* [Exercise]: Using the listing below, retype exactly the lines starting at the one with "function fillPath(path, color)" and ending at the one with "ctx.setLineDash([]);", and include both.

━━━ Available data

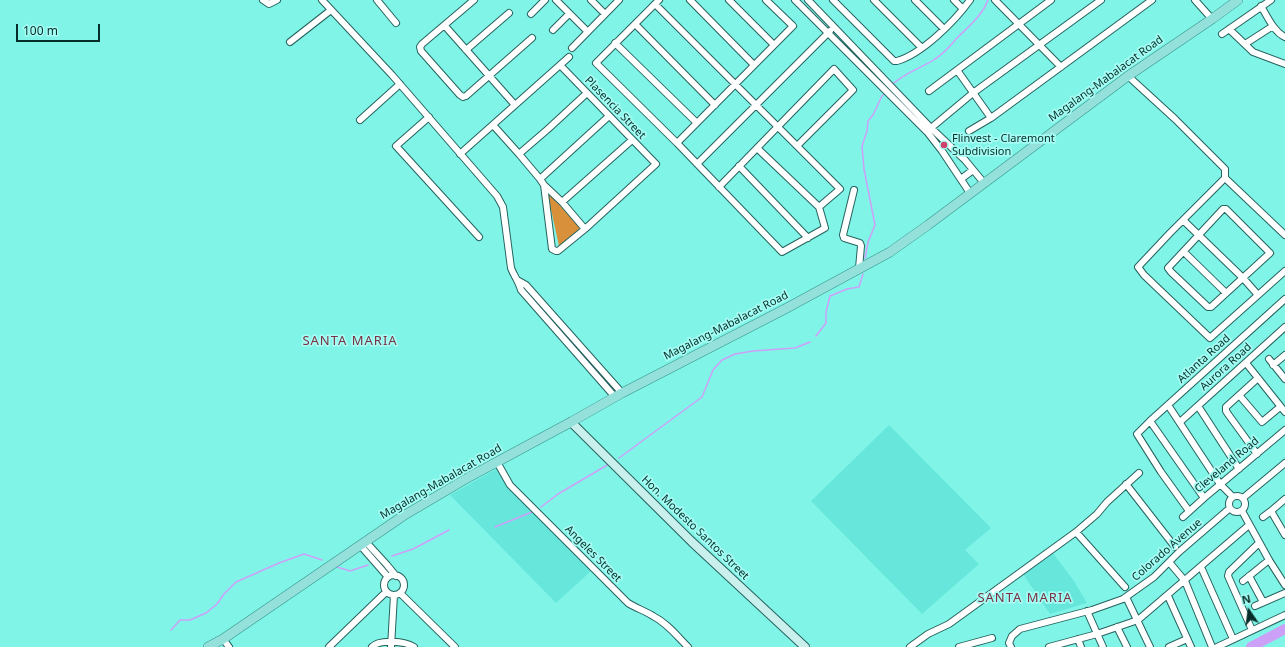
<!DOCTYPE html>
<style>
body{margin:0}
#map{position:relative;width:1285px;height:647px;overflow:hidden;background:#81f4e8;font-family:"Noto Sans",sans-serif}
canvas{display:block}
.north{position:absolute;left:1229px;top:591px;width:40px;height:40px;-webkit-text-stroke:3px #a5fdf3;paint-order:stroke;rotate:347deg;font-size:11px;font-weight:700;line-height:16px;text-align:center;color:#062d2a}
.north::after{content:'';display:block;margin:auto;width:14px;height:18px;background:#062d2a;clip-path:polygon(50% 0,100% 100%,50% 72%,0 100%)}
.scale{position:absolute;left:16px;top:24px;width:84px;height:18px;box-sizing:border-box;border:2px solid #062d2a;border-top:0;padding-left:5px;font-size:12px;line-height:14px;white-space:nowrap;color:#062d2a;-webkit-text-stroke:3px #a5fdf3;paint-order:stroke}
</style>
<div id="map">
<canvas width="1285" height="647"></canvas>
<div class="north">N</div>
<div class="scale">100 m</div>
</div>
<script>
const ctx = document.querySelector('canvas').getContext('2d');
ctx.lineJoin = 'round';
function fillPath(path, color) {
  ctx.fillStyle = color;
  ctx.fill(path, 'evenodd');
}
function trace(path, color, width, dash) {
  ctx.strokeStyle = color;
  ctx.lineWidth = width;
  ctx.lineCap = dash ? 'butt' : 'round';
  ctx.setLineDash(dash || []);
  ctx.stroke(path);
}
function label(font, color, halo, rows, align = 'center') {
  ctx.font = font + ' "Noto Sans",sans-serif';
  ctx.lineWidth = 3.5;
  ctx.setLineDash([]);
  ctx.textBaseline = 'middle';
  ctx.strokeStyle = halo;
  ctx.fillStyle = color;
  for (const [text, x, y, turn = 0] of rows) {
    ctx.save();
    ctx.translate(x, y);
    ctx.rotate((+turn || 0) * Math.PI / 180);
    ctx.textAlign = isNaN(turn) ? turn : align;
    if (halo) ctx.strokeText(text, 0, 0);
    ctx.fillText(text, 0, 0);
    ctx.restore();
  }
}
fillPath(new Path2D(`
 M889 425 991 528 965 550 979 564 922 614 811 501Z
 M498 468 509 488 591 571 556 603 450 495Z
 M1052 552 1074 581 1087 603 1050 614 1023 574Z`), '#67e7db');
fillPath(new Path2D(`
 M547 191 581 229 559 246Z`), '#d8903b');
trace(new Path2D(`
 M893 84C904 73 922 68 935 59 945 53 950 46 957 38 969 26 982 16 988 0
 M865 258 868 242 875 225 864 169 862 146 867 131 868 121 873 115 882 96 885 93
 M816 336 826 323V312L830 296 847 289 859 287 863 274
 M619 458 702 397 713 370 722 360 735 354 753 351 795 348 810 342
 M541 507 558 494 609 464
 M495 527 532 512
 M392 556 413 549 449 530
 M337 567 350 571 368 565
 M171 630 180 620H190L206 613 217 604 224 594 236 582 279 563 304 554 322 560`), '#cda0f8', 1.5);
trace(new Path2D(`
 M1251 647 1285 629`), '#cda0f8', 10);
const street = new Path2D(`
 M263 0 269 4 277 0
 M322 0 392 75 497 196 503 207 511 268C514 276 519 282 521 290L615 397
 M377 0 396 23
 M474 0 422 44 420 47 421 51 460 95 463 97 466 96 532 38
 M556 0 587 31
 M591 0 605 14
 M690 0 754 65
 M729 0 774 45
 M795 0 928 133 942 151 970 193
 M808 0 931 128 965 160 984 183
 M833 0 894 61H897C922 54 955 21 970 0
 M874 0 922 48
 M915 0 944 29
 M954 0 963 9
 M995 0 1061 67
 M1195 0 1212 19
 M655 4 840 189 819 207 825 228 782 252 677 143 596 63C617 42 638 21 659 0
 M1261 6C1267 16 1274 32 1285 37
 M531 14 545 0
 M635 24 715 105
 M445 26 515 105
 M1229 29 1253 52 1285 64
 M553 30 569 14
 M1222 34 1271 0
 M290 42 331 10
 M615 43 697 123
 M1245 44 1273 26
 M572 48 619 0
 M466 50 509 13
 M957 70 991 118
 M1128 76 1175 119 1225 169V178L1170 233 1138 267 1144 275 1210 338 1285 271
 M929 91 1051 0
 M429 117 396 146 479 237
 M360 120 400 84
 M493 125 519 154 540 179 544 185 562 202 585 229
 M969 131 991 118 1152 0
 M929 132 931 128 973 93 1101 0
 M677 143 793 26 766 0
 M757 148 819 207
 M460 154 569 57
 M519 154 548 129 587 93
 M697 164 830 31
 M739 166 808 238
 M1225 178 1285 235
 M540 179 609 116
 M961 179 973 170
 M544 185 552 249 556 251H558L585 229 656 164 560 65
 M719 187 834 69 853 90 797 146
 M854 190 843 235 844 238 860 243 861 246 859 268
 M562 202 632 140
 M1223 209H1226L1270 253 1211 307H1208L1171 272 1168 268Z
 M1183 220 1243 278 1258 295
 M1184 252 1226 293
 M519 281 526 285 622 393
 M1269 359 1285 379
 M1246 363 1285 412
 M1273 365 1285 355
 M1239 395 1262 422 1280 407
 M1168 405 1220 484 1233 497
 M1198 406 1239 469
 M1150 421 1204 498
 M1180 422 1285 327
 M1257 454 1228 414 1226 411V407L1258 378
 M497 462 510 485 628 603C636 608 645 611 653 616 667 623 677 636 688 647
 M1126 484 1175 547
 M1229 504a8 8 0 1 1 16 0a8 8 0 1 1-16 0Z
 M1243 498 1285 463
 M1285 499 1271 511 1285 535
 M1189 511 1161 472 1137 434 1150 421 1285 299
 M1242 511 1269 560 1285 585
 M1183 517 1204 498 1285 430
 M1263 517 1271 511
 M1076 532 1125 587
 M366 542 387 565 396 576
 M360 545 388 577
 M1169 562 1185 581 1212 647
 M1201 567 1233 639
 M384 585a10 10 0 1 1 20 0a10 10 0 1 1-20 0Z
 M1249 576 1263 602
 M1243 581 1269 560
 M400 593 455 647
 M1168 596 1191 647
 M1126 597 1150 647
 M1255 606 1285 593
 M1087 611 1103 647
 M1117 627 1127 647
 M1252 630 1228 576 1229 572 1259 543
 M223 639 229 647
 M1078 639 1081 647
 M329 647 386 592
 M372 647C379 639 405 641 414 647
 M391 647 394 595
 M910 647 928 634 949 624 1076 532 1097 514 1107 502 1139 473
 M959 647 992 638
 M1011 647 1009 643 1012 636 1020 629 1092 610 1123 599 1154 577 1179 552 1230 508
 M1049 647 1097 634 1138 620 1249 525
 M1169 647 1187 639
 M1217 647 1285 615`);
const secondary = new Path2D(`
 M571 422 692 542 805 647`);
const primary = new Path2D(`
 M208 647 223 639 403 516 469 477 571 422 622 393 785 309 890 252 928 225 1128 76 1212 19 1238 0`);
trace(street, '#25635e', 8);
trace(secondary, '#25635e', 10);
trace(primary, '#33958d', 10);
trace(street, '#fff', 6);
trace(secondary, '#c9f0ed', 8);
trace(primary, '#93e1da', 9);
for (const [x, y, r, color] of [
 [944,145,4,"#d0416b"]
]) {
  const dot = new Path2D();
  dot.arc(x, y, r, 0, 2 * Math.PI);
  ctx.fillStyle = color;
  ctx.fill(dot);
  trace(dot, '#a5fdf3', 1.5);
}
label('11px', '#062d2a', '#a5fdf3', [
 ["Magalang-Mabalacat Road",1106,79,-36],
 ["Plasencia Street",615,108,46],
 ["Magalang-Mabalacat Road",726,326,-27],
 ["Atlanta Road",1204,359,-42],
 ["Aurora Road",1226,367,-42],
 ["Cleveland Road",1227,465,-40],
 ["Magalang-Mabalacat Road",441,482,-30],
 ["Hon. Modesto Santos Street",695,528,44],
 ["Colorado Avenue",1167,550,-41],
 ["Angeles Street",593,554,45]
]);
label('11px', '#062d2a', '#a5fdf3', [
 ["Flinvest - Claremont",952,139],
 ["Subdivision",952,152]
], 'left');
ctx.letterSpacing = '1px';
label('13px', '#783243', '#a5fdf3', [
 ["SANTA MARIA",350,341],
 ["SANTA MARIA",1025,598]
]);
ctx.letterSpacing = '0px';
</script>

━━━━━━

* [Task result]:
function fillPath(path, color) {
  ctx.fillStyle = color;
  ctx.fill(path, 'evenodd');
}
function trace(path, color, width, dash) {
  ctx.strokeStyle = color;
  ctx.lineWidth = width;
  ctx.lineCap = dash ? 'butt' : 'round';
  ctx.setLineDash(dash || []);
  ctx.stroke(path);
}
function label(font, color, halo, rows, align = 'center') {
  ctx.font = font + ' "Noto Sans",sans-serif';
  ctx.lineWidth = 3.5;
  ctx.setLineDash([]);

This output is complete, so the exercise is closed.